WHAT TO WORK ON —
Quote from the first line below through the line that contains "Extract the structured", both included, and leave the pictures out.

(RECORDS FOR THE EXERCISE Opens)

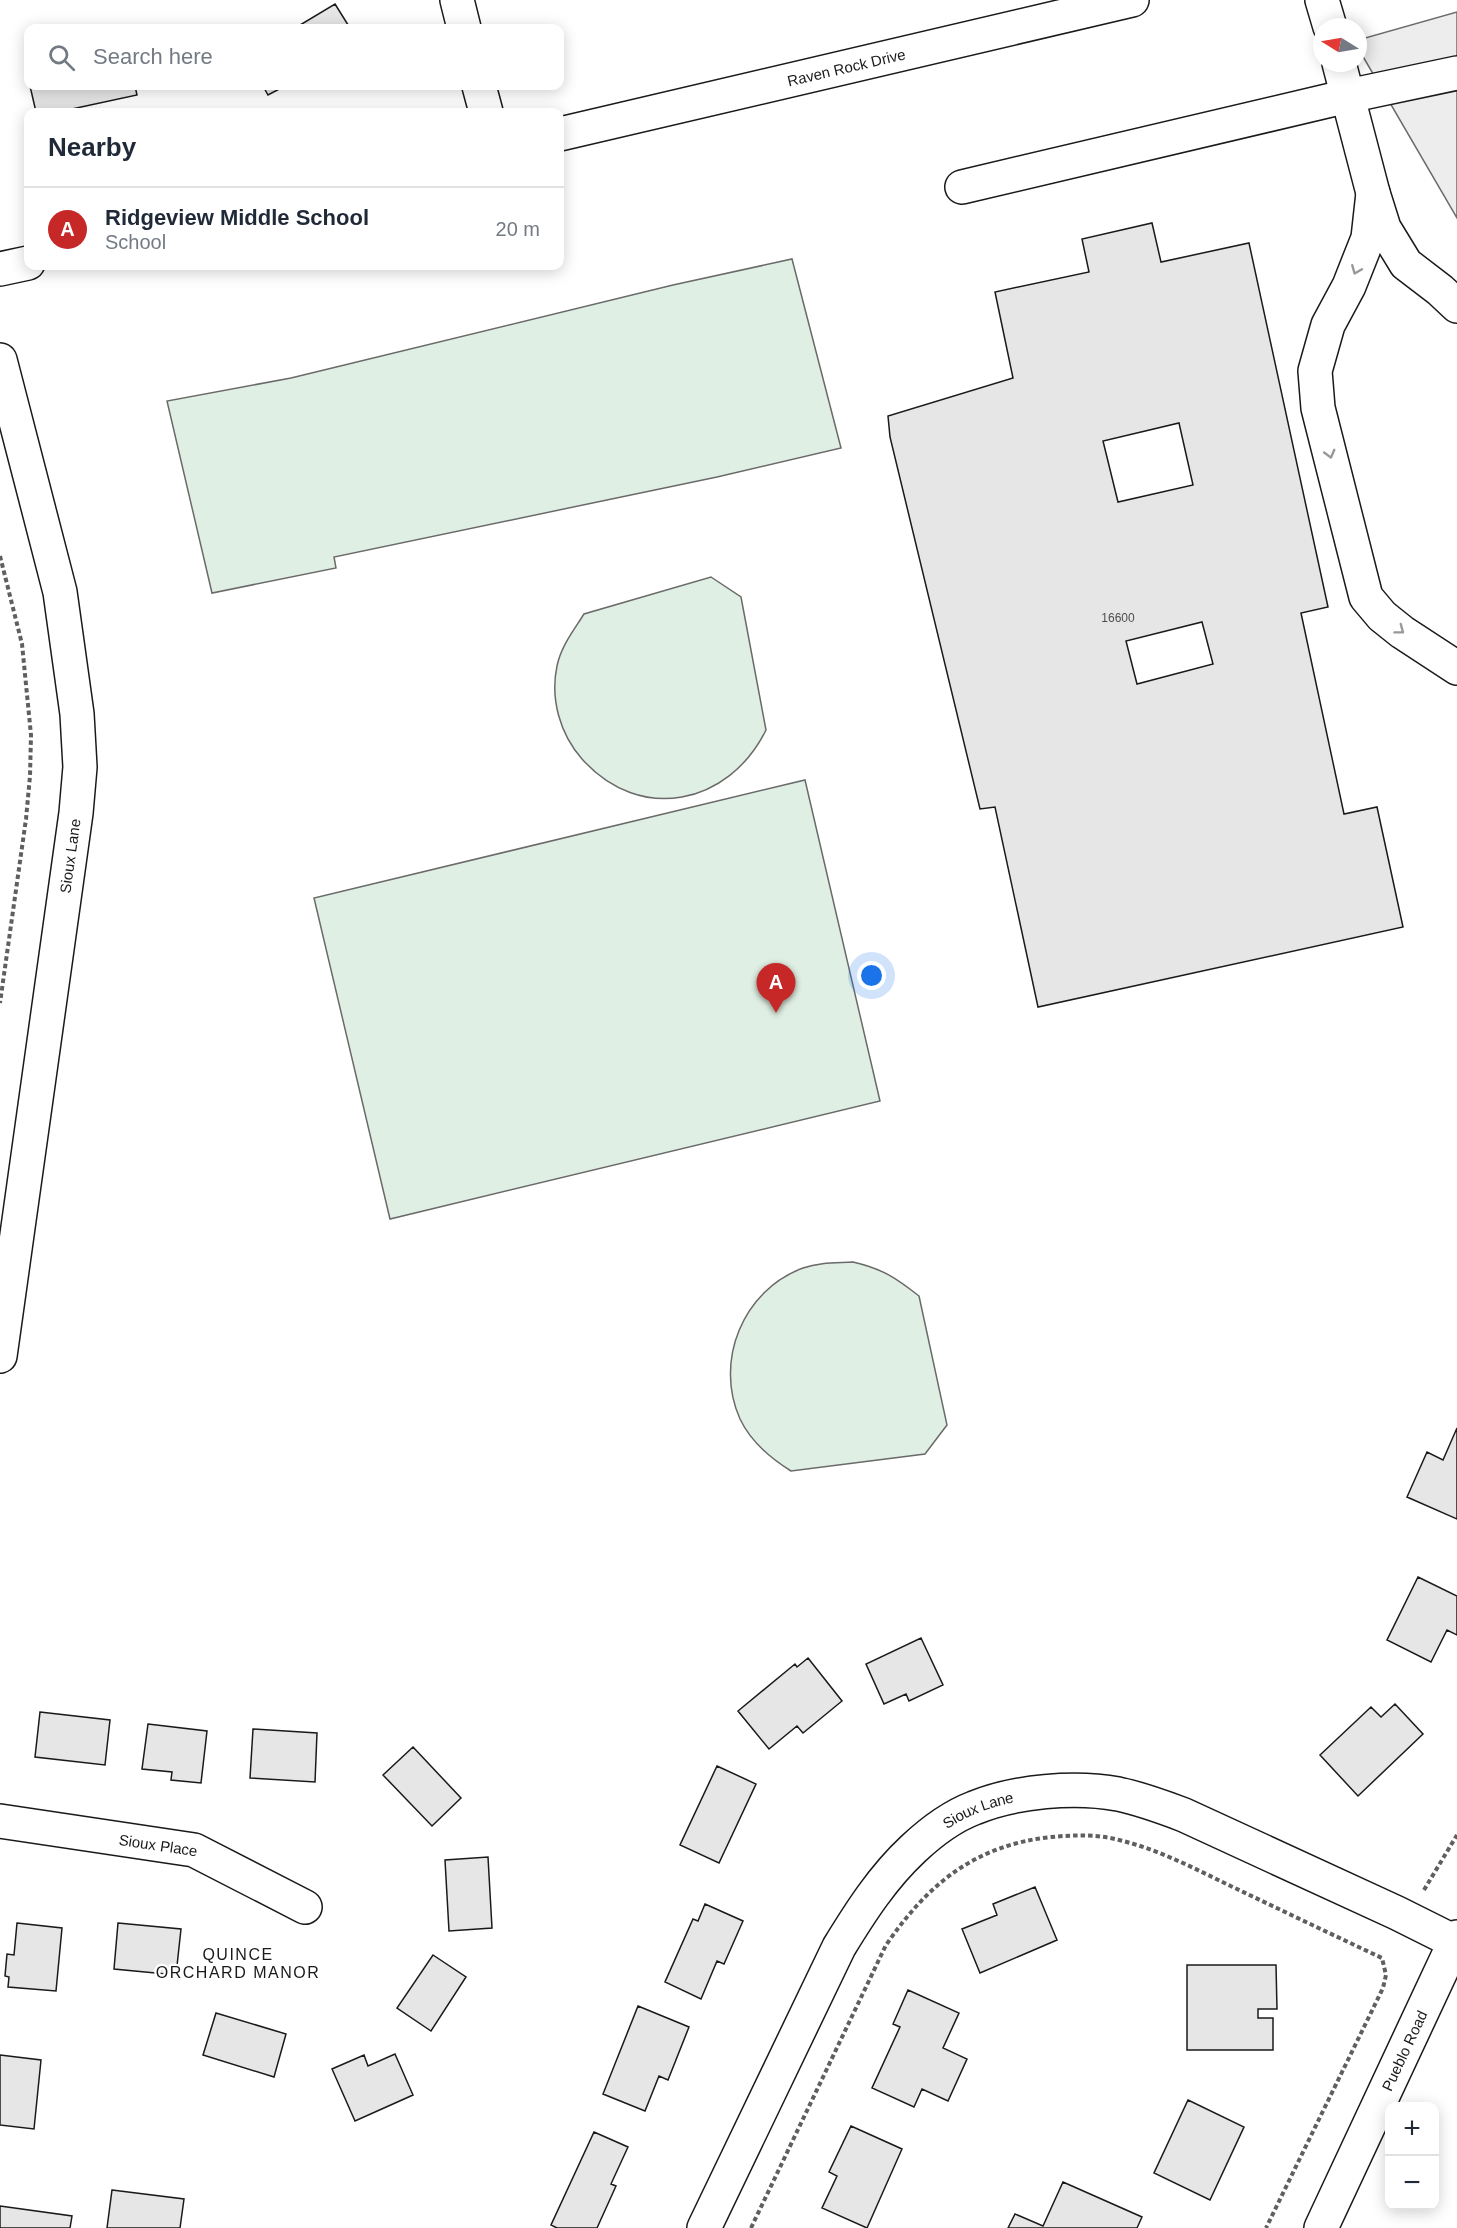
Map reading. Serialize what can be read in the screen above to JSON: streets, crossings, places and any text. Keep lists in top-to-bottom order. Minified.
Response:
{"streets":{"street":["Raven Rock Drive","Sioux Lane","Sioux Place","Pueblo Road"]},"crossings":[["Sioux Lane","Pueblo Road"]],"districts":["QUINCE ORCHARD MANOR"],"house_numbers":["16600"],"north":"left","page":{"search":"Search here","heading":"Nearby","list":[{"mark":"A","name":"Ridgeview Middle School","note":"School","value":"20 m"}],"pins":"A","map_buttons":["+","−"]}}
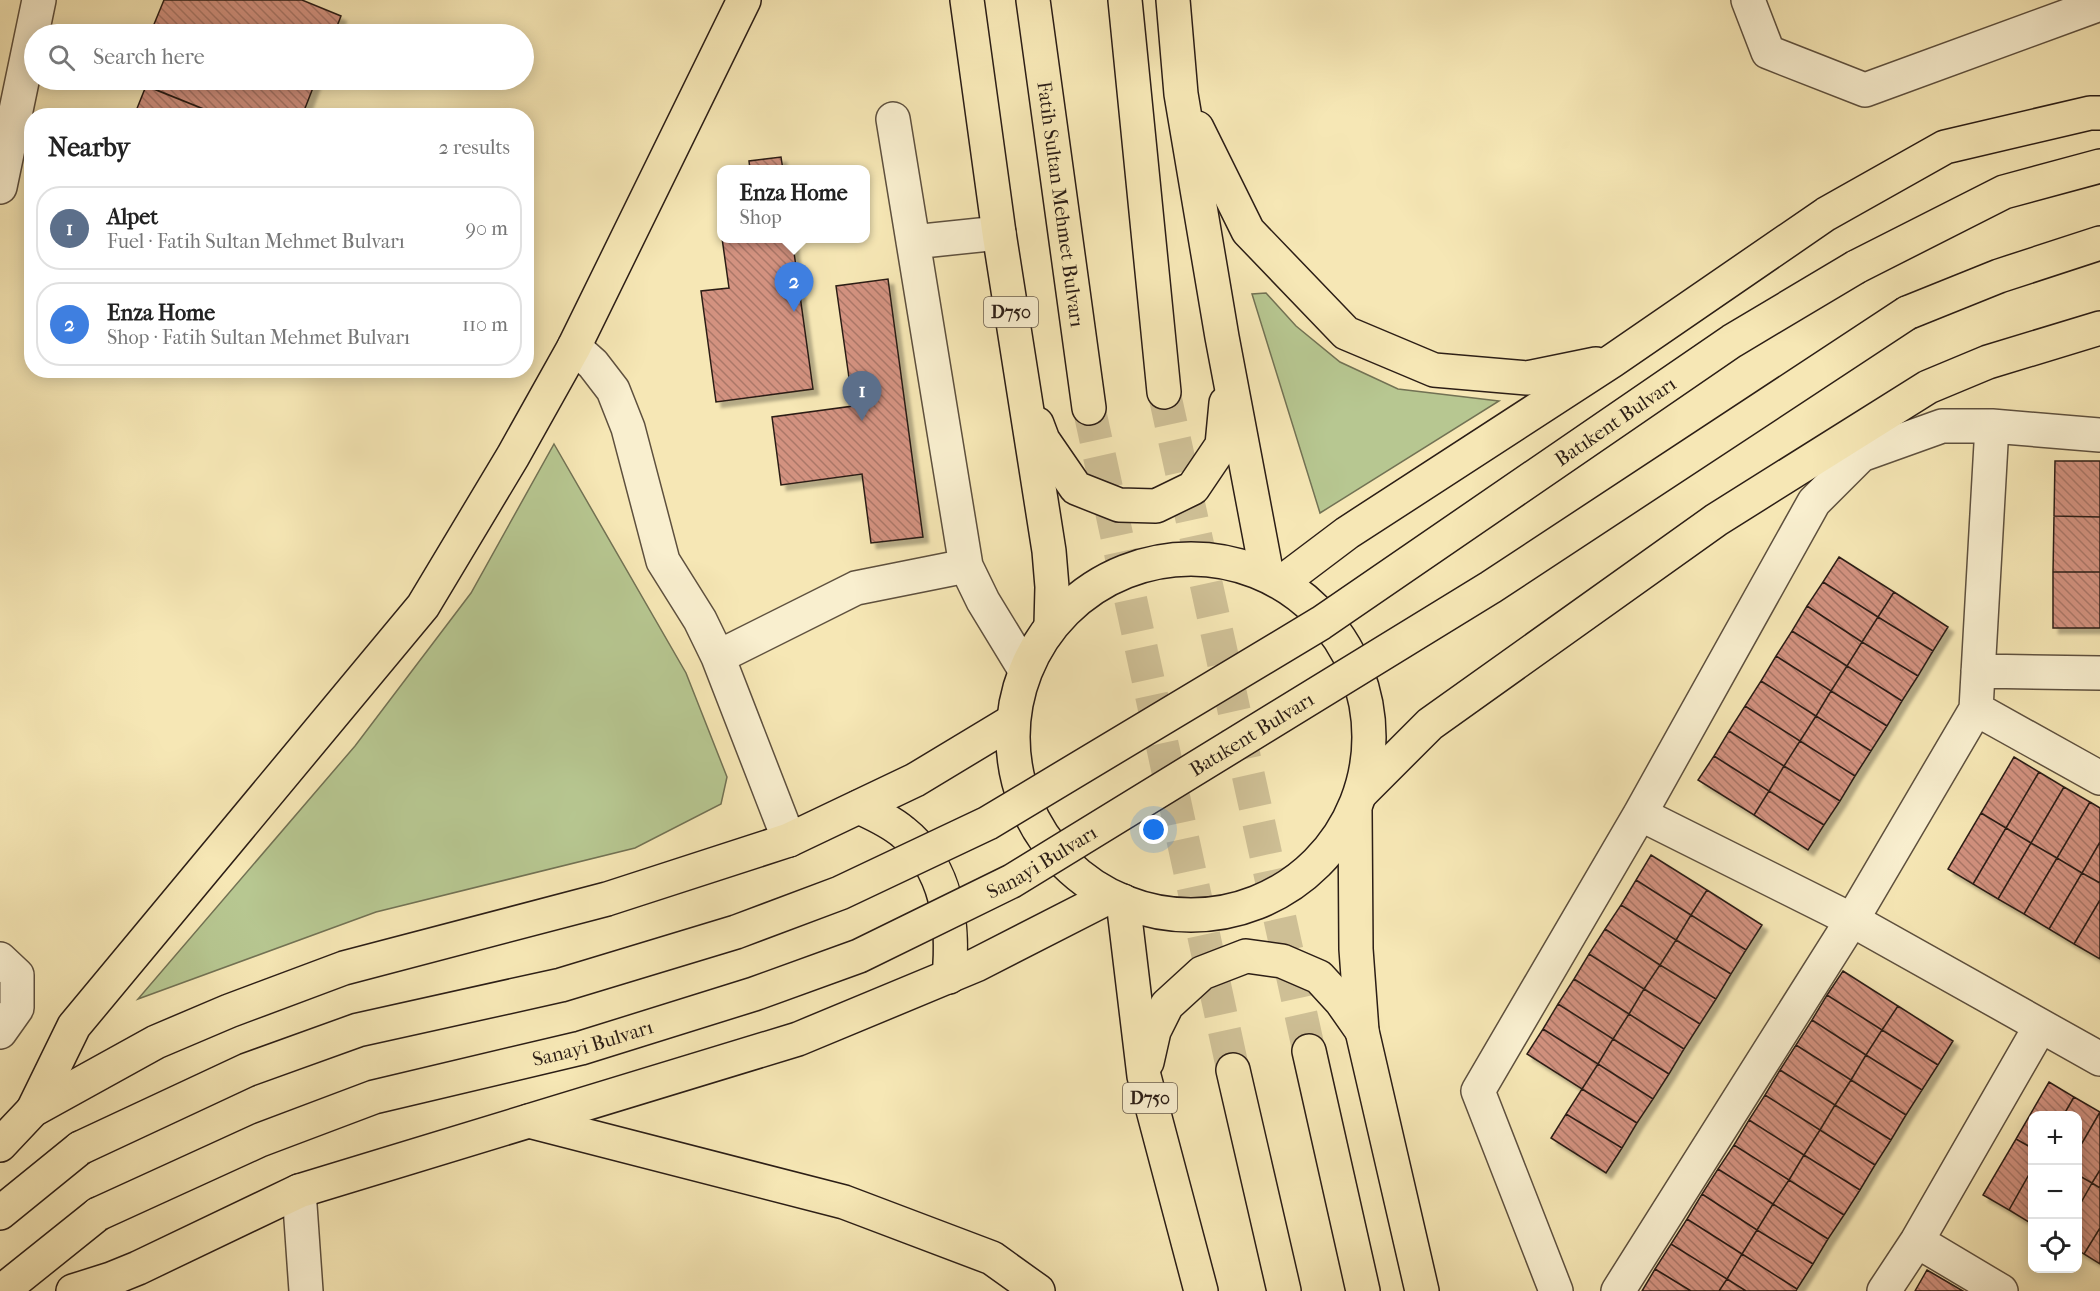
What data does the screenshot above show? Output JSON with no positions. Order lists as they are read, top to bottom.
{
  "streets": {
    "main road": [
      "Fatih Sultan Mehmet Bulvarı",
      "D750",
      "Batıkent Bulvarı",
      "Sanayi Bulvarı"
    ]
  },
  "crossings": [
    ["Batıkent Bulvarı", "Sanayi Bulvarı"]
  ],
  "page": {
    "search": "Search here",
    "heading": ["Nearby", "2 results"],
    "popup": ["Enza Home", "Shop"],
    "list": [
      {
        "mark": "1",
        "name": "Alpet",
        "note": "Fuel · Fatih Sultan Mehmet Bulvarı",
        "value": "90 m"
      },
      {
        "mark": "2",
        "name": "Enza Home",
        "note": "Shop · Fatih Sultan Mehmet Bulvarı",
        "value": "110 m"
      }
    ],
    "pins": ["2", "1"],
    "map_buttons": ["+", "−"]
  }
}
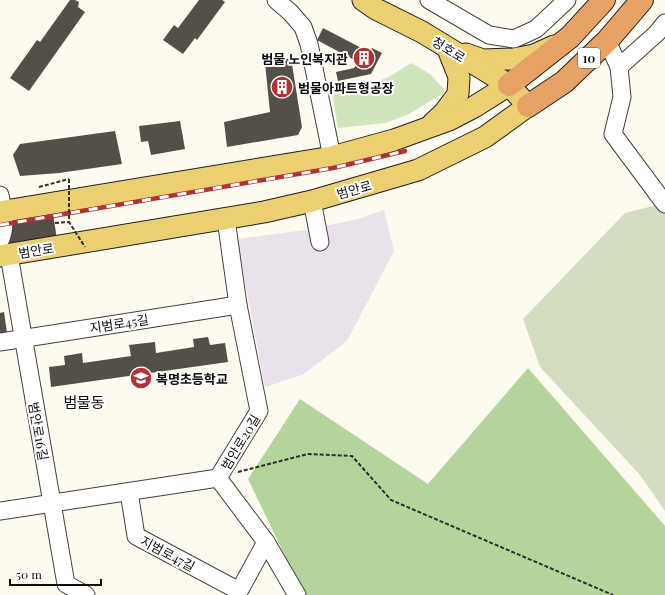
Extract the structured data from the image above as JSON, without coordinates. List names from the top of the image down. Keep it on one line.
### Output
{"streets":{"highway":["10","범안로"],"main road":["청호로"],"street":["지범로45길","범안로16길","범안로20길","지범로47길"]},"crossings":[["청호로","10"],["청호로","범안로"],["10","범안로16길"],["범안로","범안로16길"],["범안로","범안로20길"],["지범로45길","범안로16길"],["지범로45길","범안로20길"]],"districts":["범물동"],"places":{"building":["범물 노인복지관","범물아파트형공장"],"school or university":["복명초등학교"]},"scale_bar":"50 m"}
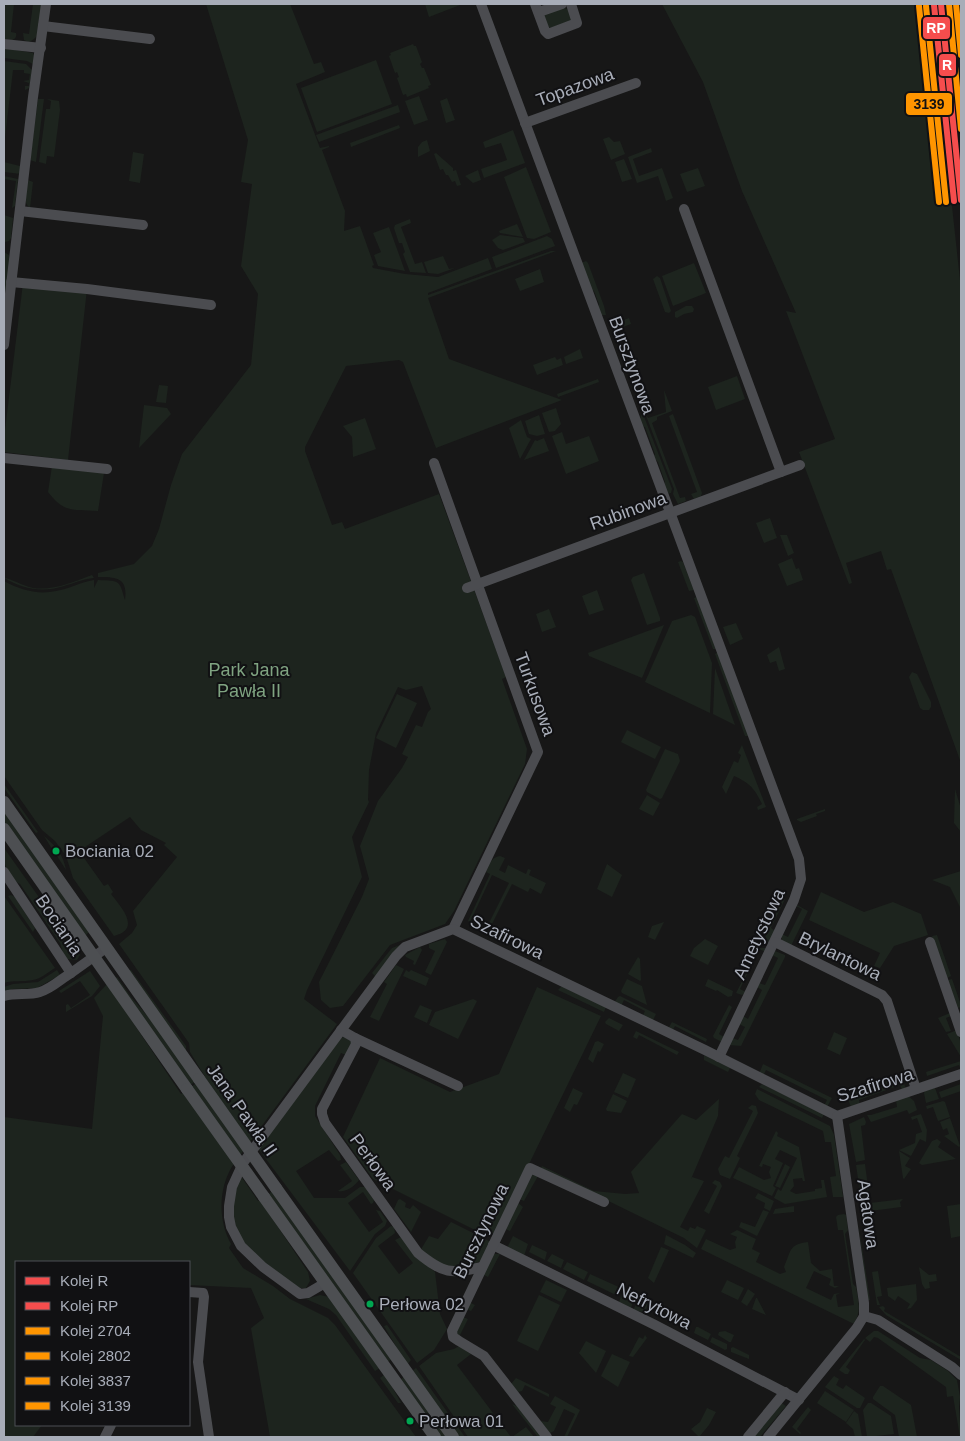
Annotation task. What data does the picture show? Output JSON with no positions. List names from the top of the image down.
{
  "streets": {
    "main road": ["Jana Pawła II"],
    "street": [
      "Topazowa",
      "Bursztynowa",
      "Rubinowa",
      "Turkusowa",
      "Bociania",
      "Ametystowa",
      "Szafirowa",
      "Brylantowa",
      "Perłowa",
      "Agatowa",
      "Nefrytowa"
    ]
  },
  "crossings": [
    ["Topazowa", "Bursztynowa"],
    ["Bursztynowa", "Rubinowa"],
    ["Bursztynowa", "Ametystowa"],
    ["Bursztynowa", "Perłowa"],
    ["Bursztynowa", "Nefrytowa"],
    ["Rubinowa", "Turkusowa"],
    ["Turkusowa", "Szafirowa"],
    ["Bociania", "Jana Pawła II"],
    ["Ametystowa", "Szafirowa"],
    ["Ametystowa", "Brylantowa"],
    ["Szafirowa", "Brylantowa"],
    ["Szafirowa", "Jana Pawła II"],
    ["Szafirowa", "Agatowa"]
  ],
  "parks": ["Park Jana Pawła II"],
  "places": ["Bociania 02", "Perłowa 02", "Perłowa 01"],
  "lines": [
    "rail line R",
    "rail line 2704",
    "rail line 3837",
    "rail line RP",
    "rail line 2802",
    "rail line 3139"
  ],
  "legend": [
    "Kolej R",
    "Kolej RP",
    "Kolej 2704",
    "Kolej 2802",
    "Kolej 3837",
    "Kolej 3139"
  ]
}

(RECORDS FOR THE EXERCISE Closes)

ANSWER AREA —
Map reading. Serialize what can be read in the screen above to JSON: streets, crossings, places and any text. Keep lists in top-to-bottom order. Minified.
Response:
{"streets":{"street":["Raven Rock Drive","Sioux Lane","Sioux Place","Pueblo Road"]},"crossings":[["Sioux Lane","Pueblo Road"]],"districts":["QUINCE ORCHARD MANOR"],"house_numbers":["16600"],"north":"left","page":{"search":"Search here","heading":"Nearby","list":[{"mark":"A","name":"Ridgeview Middle School","note":"School","value":"20 m"}],"pins":"A","map_buttons":["+","−"]}}
What data does the screenshot above show? Output JSON with no positions. Order lists as they are read, top to bottom.
{
  "streets": {
    "main road": [
      "Fatih Sultan Mehmet Bulvarı",
      "D750",
      "Batıkent Bulvarı",
      "Sanayi Bulvarı"
    ]
  },
  "crossings": [
    ["Batıkent Bulvarı", "Sanayi Bulvarı"]
  ],
  "page": {
    "search": "Search here",
    "heading": ["Nearby", "2 results"],
    "popup": ["Enza Home", "Shop"],
    "list": [
      {
        "mark": "1",
        "name": "Alpet",
        "note": "Fuel · Fatih Sultan Mehmet Bulvarı",
        "value": "90 m"
      },
      {
        "mark": "2",
        "name": "Enza Home",
        "note": "Shop · Fatih Sultan Mehmet Bulvarı",
        "value": "110 m"
      }
    ],
    "pins": ["2", "1"],
    "map_buttons": ["+", "−"]
  }
}
Extract the structured data from the image above as JSON, without coordinates. List names from the top of the image down. Keep it on one line.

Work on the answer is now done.